Dear Bob,
Thanks for your reply and sorry it took a while to respond.
I’ve added some more detail below. Any insights are greatly appreciated - but I appreciate that looking into others code can be very time consuming.
The observed data are rankings, such that the jth person ranks K items.
The elements of each row indicate the rank of the kth item (from item 1 to K).
For example, y[j,1] = 1, y[j,2] = 3, y[j,3] = 2, would indicate that the jth participant ranked the 1st item the best, the 3rd the second best and the second item the third best.

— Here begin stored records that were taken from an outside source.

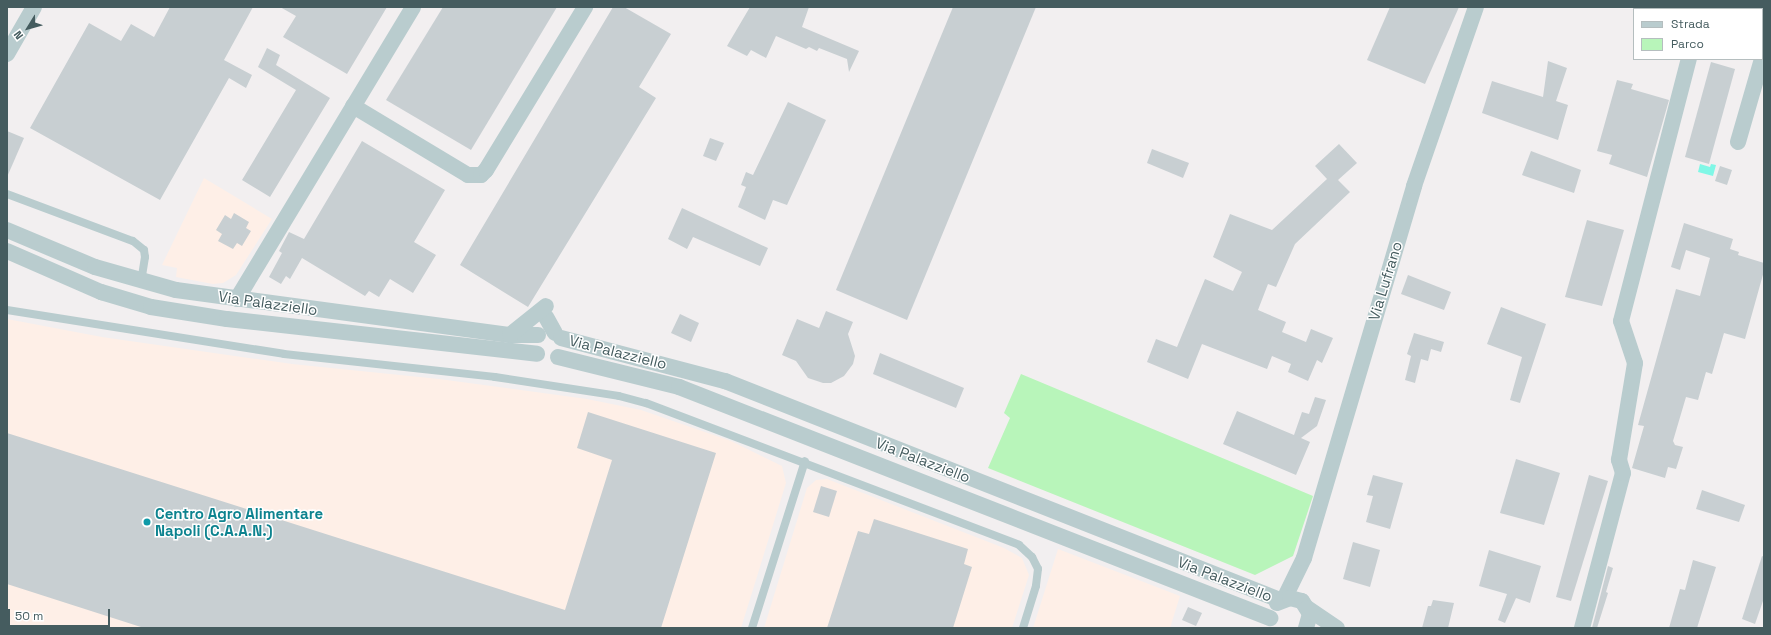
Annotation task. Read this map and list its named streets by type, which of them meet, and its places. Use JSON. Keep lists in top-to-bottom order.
{
  "streets": {
    "street": ["Via Lufrano", "Via Palazziello"]
  },
  "crossings": [
    ["Via Lufrano", "Via Palazziello"]
  ],
  "places": ["Centro Agro Alimentare Napoli (C.A.A.N.)"],
  "legend": ["Strada", "Parco"],
  "scale_bar": "50 m",
  "north": "bottom left"
}
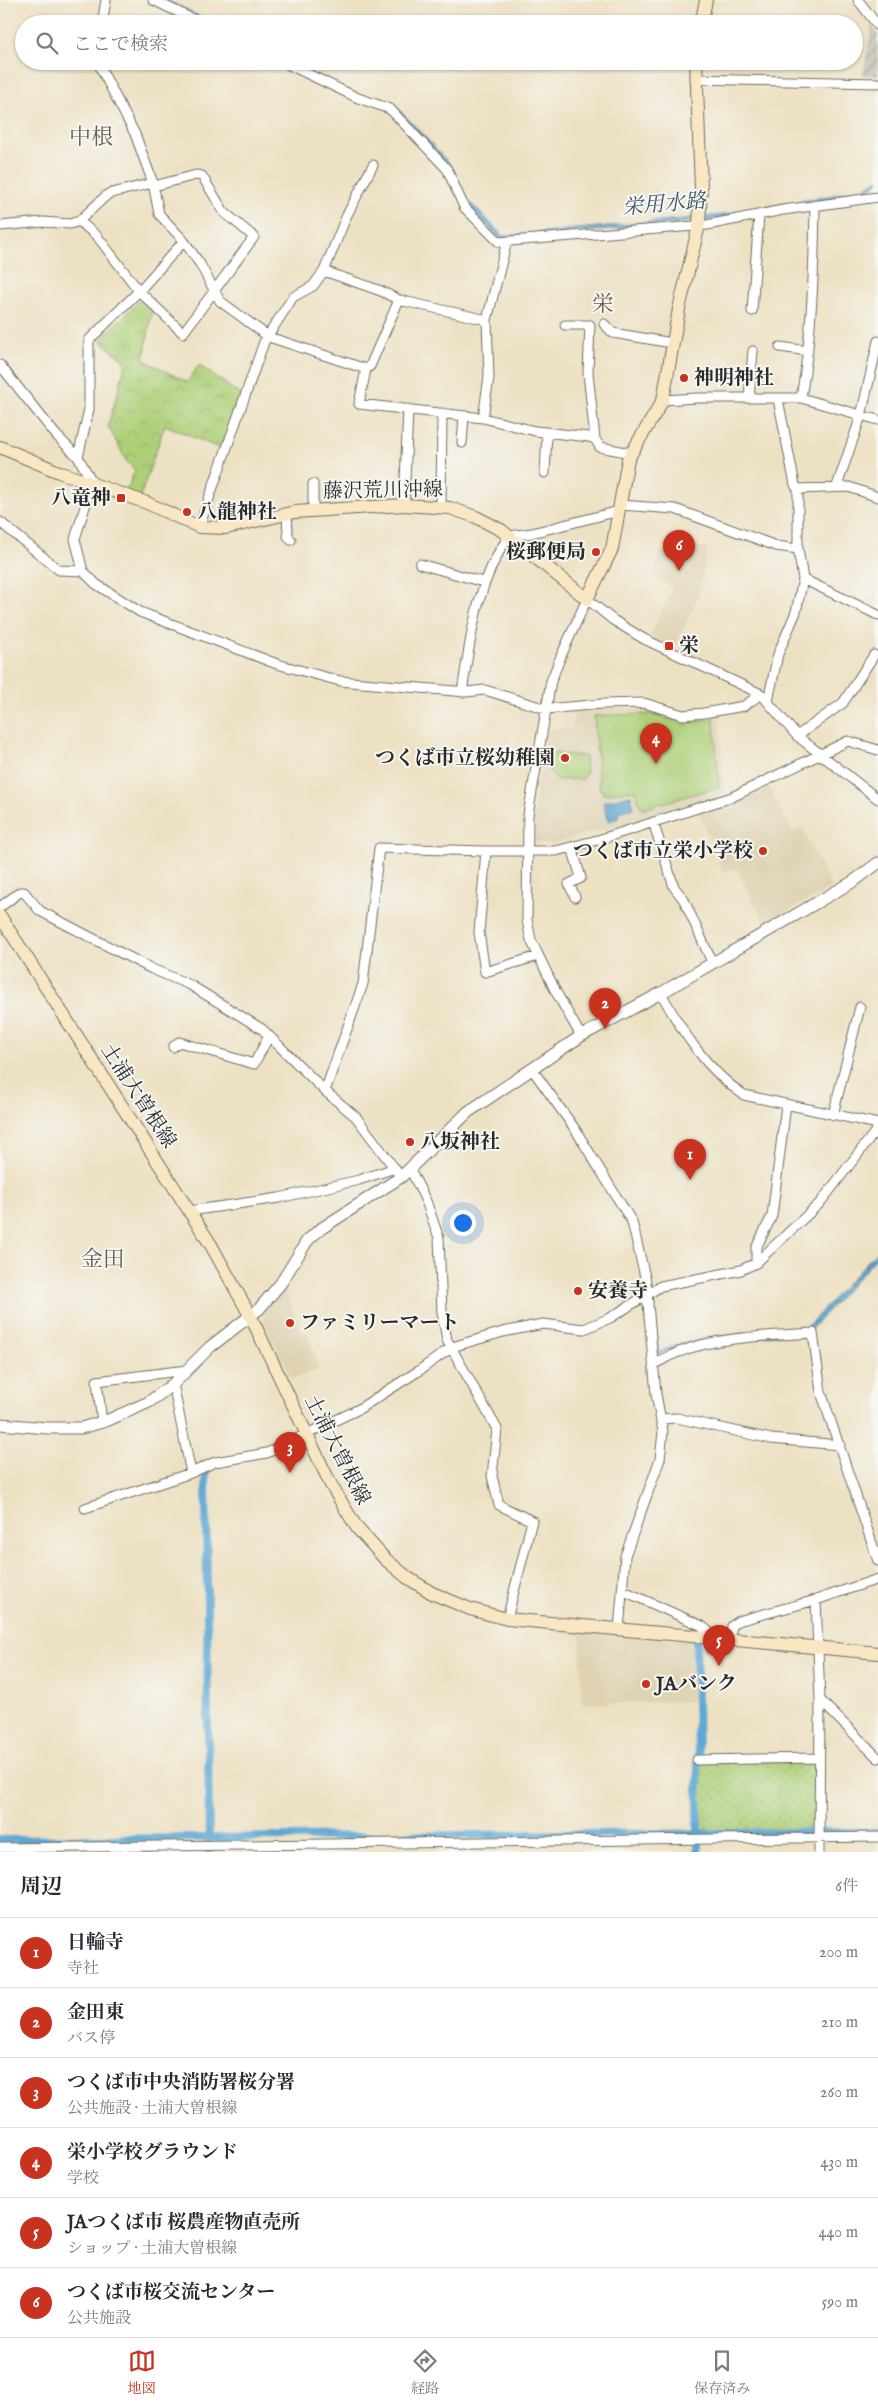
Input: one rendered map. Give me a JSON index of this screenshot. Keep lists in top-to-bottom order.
{
  "streets": {
    "main road": ["藤沢荒川沖線", "土浦大曽根線"]
  },
  "districts": ["中根", "栄", "金田"],
  "water": ["栄用水路"],
  "places": {
    "other": [
      "神明神社",
      "八龍神社",
      "桜郵便局",
      "つくば市立桜幼稚園",
      "つくば市立栄小学校",
      "八坂神社",
      "安養寺",
      "ファミリーマート",
      "JAバンク"
    ],
    "transit": ["八竜神", "栄"]
  },
  "page": {
    "search": "ここで検索",
    "pins": [
      "6",
      "4",
      "2",
      "1",
      "3",
      "5"
    ],
    "heading": ["周辺", "6件"],
    "list": [
      {
        "mark": "1",
        "name": "日輪寺",
        "note": "寺社",
        "value": "200 m"
      },
      {
        "mark": "2",
        "name": "金田東",
        "note": "バス停",
        "value": "210 m"
      },
      {
        "mark": "3",
        "name": "つくば市中央消防署桜分署",
        "note": "公共施設 · 土浦大曽根線",
        "value": "260 m"
      },
      {
        "mark": "4",
        "name": "栄小学校グラウンド",
        "note": "学校",
        "value": "430 m"
      },
      {
        "mark": "5",
        "name": "JAつくば市 桜農産物直売所",
        "note": "ショップ · 土浦大曽根線",
        "value": "440 m"
      },
      {
        "mark": "6",
        "name": "つくば市桜交流センター",
        "note": "公共施設",
        "value": "590 m"
      }
    ],
    "nav": ["地図", "経路", "保存済み"]
  }
}
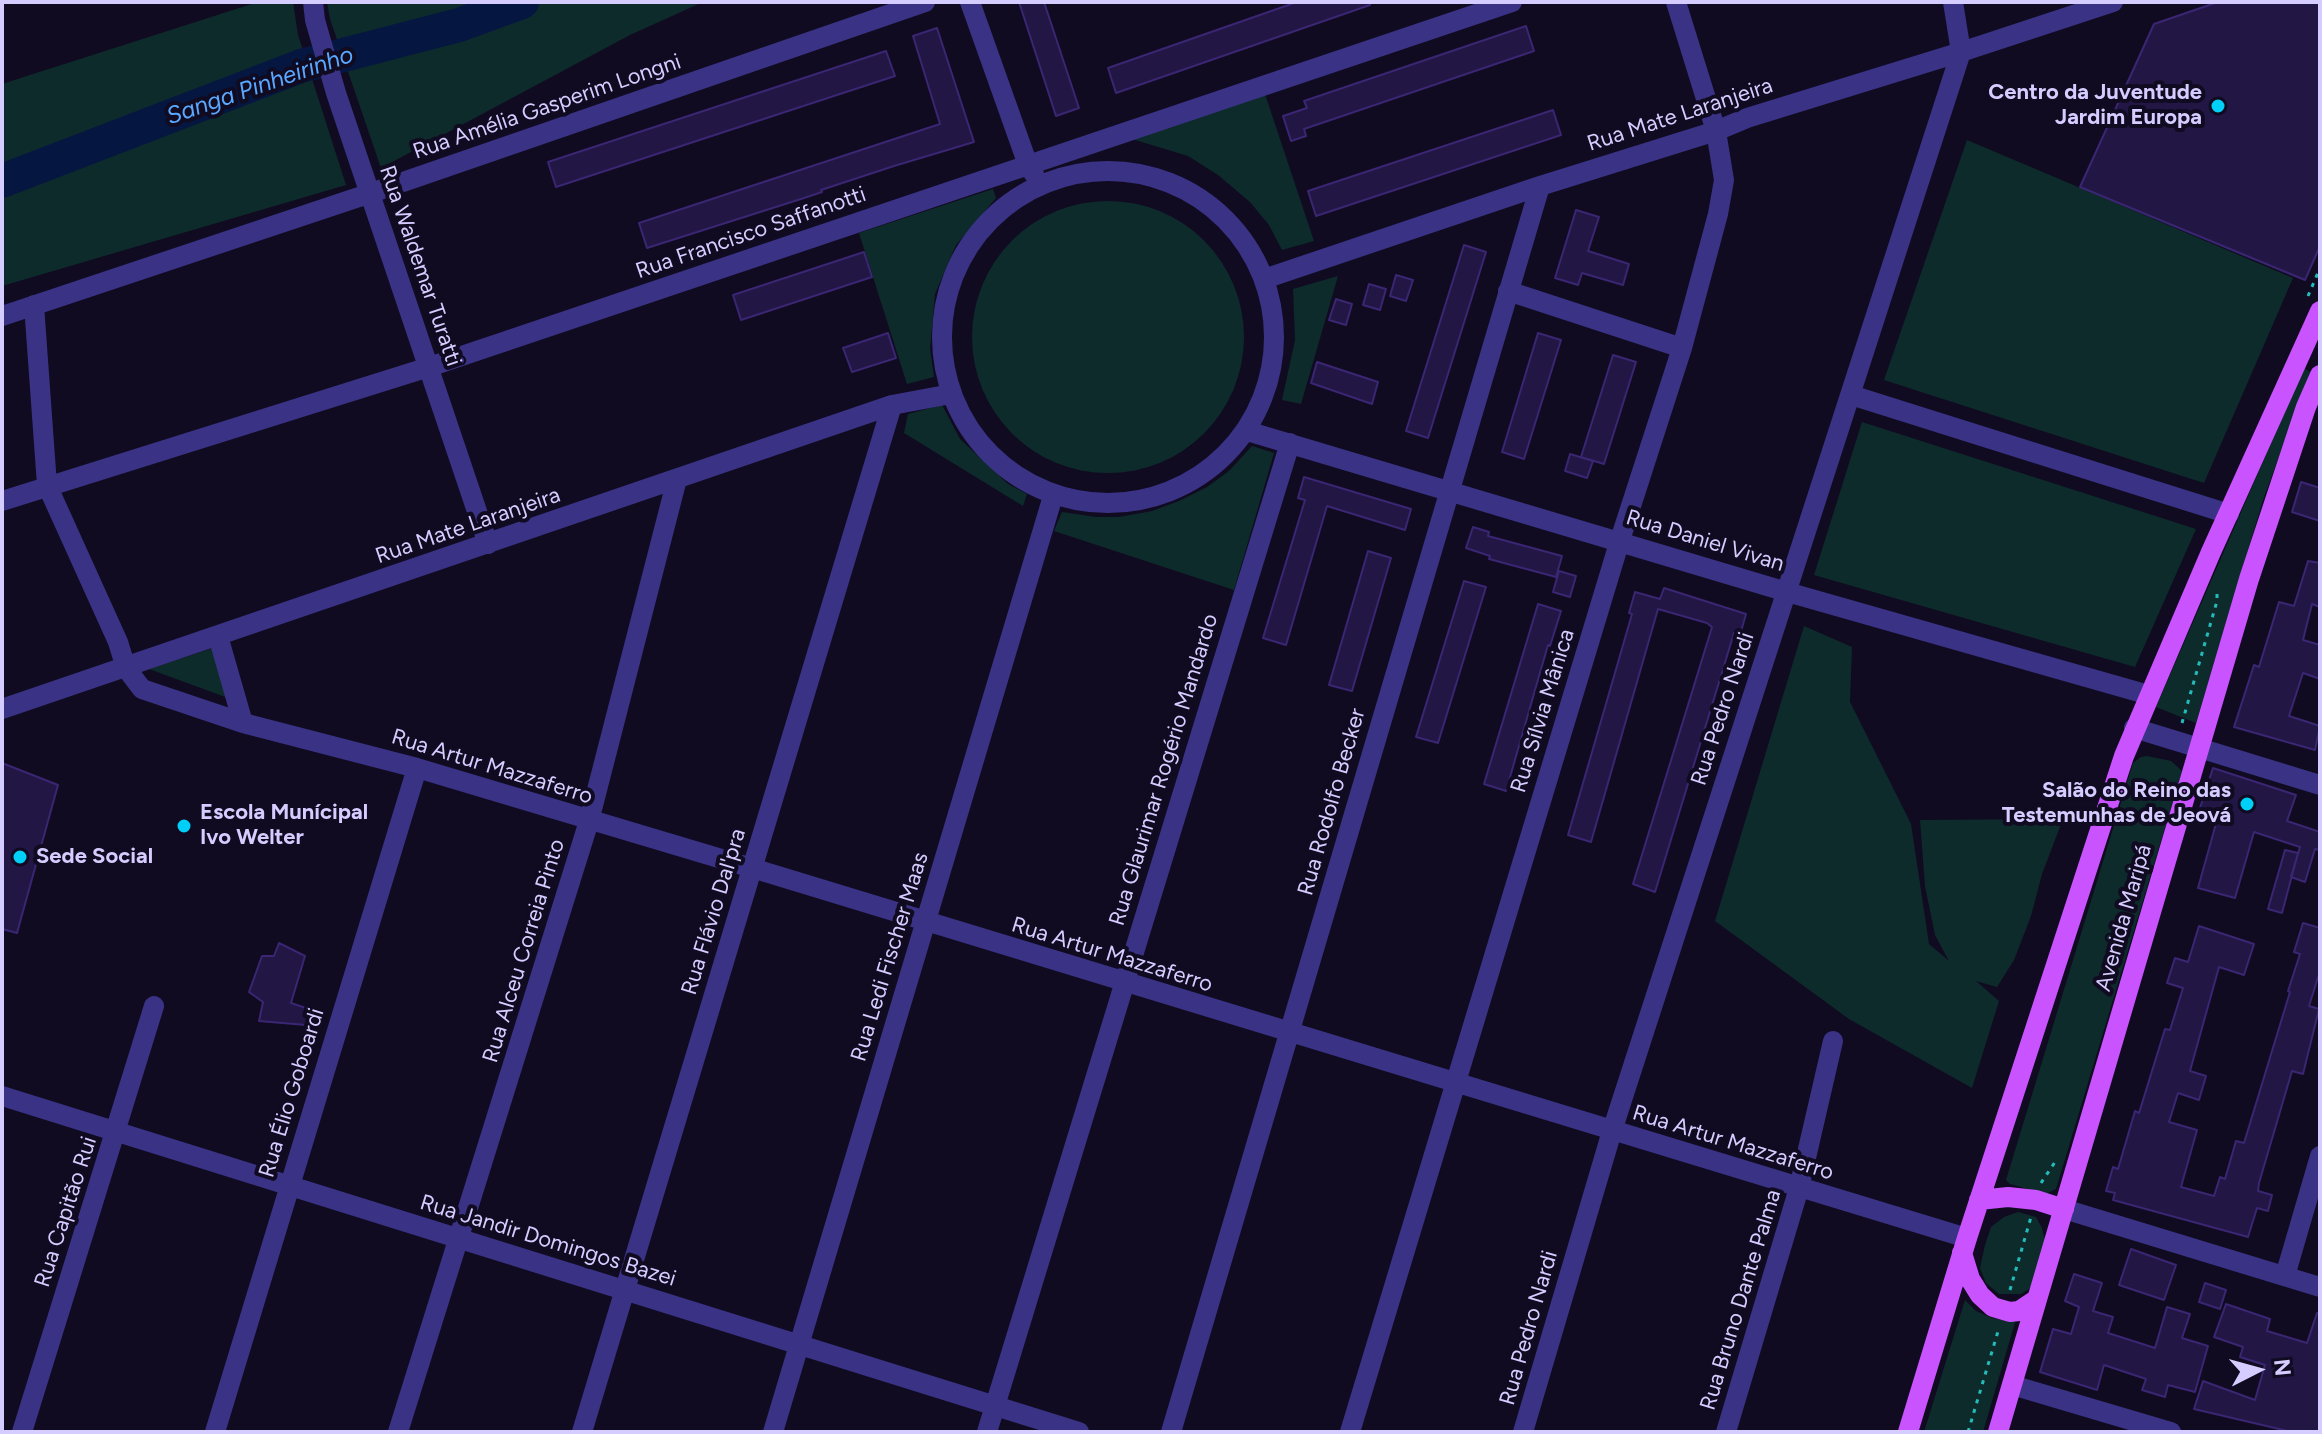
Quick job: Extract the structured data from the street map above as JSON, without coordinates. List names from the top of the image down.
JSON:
{
  "streets": {
    "main road": ["Avenida Maripá"],
    "street": [
      "Rua Amélia Gasperim Longni",
      "Rua Mate Laranjeira",
      "Rua Francisco Saffanotti",
      "Rua Waldemar Turatti",
      "Rua Daniel Vivan",
      "Rua Pedro Nardi",
      "Rua Sílvia Mânica",
      "Rua Artur Mazzaferro",
      "Rua Glaurimar Rogério Mandardo",
      "Rua Rodolfo Becker",
      "Rua Flávio Dal'pra",
      "Rua Alceu Correia Pinto",
      "Rua Ledi Fischer Maas",
      "Rua Élio Goboardi",
      "Rua Capitão Rui",
      "Rua Jandir Domingos Bazei",
      "Rua Bruno Dante Palma"
    ]
  },
  "crossings": [
    ["Rua Amélia Gasperim Longni", "Rua Waldemar Turatti"],
    ["Rua Amélia Gasperim Longni", "Rua Artur Mazzaferro"],
    ["Rua Mate Laranjeira", "Rua Waldemar Turatti"],
    ["Rua Mate Laranjeira", "Rua Pedro Nardi"],
    ["Rua Mate Laranjeira", "Rua Sílvia Mânica"],
    ["Rua Mate Laranjeira", "Rua Artur Mazzaferro"],
    ["Rua Mate Laranjeira", "Rua Rodolfo Becker"],
    ["Rua Mate Laranjeira", "Rua Flávio Dal'pra"],
    ["Rua Mate Laranjeira", "Rua Alceu Correia Pinto"],
    ["Rua Francisco Saffanotti", "Rua Waldemar Turatti"],
    ["Rua Francisco Saffanotti", "Rua Artur Mazzaferro"],
    ["Rua Daniel Vivan", "Rua Pedro Nardi"],
    ["Rua Daniel Vivan", "Rua Sílvia Mânica"],
    ["Rua Daniel Vivan", "Rua Glaurimar Rogério Mandardo"],
    ["Rua Daniel Vivan", "Rua Rodolfo Becker"],
    ["Rua Pedro Nardi", "Rua Artur Mazzaferro"],
    ["Rua Sílvia Mânica", "Rua Artur Mazzaferro"],
    ["Rua Artur Mazzaferro", "Rua Glaurimar Rogério Mandardo"],
    ["Rua Artur Mazzaferro", "Rua Rodolfo Becker"],
    ["Rua Artur Mazzaferro", "Rua Flávio Dal'pra"],
    ["Rua Artur Mazzaferro", "Rua Alceu Correia Pinto"],
    ["Rua Artur Mazzaferro", "Rua Ledi Fischer Maas"],
    ["Rua Artur Mazzaferro", "Rua Élio Goboardi"],
    ["Rua Artur Mazzaferro", "Rua Bruno Dante Palma"],
    ["Rua Glaurimar Rogério Mandardo", "Rua Jandir Domingos Bazei"],
    ["Rua Flávio Dal'pra", "Rua Jandir Domingos Bazei"],
    ["Rua Alceu Correia Pinto", "Rua Jandir Domingos Bazei"],
    ["Rua Ledi Fischer Maas", "Rua Jandir Domingos Bazei"],
    ["Rua Élio Goboardi", "Rua Jandir Domingos Bazei"],
    ["Rua Capitão Rui", "Rua Jandir Domingos Bazei"]
  ],
  "water": ["Sanga Pinheirinho"],
  "places": [
    "Centro da Juventude Jardim Europa",
    "Salão do Reino das Testemunhas de Jeová",
    "Escola Munícipal Ivo Welter",
    "Sede Social"
  ],
  "north": "right"
}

The thurstonian model links latent ratings on a continuous scale to observed rankings.
I’ve tried to implement a simpler model than you proposed above for a first pass (with a fixed standard deviation to identify the model)
The Stan code is given below:
The key line is in the model section:
z[i, y_argsort[i]] ~ multi_normal(mu, diag_matrix(rep_vector(1, K)));
where z is an ordered vector and y_argsort[i] is an array of indicies which would sort y[i] into ascending order.
So to my understanding that should mean that multi_normal(mu, diag_matrix(rep_vector(1, K))); can only return samples which when ordered by y_argsort[i] will be in ascending order.
I then fit the model to some simulated data (see R code below). It seems to look pretty reasonable when i set mu (in the simulation) as c(0,1,2). But when i set mu as c(0, 2, 1) the model doesn’t seem to recover the the parameters well.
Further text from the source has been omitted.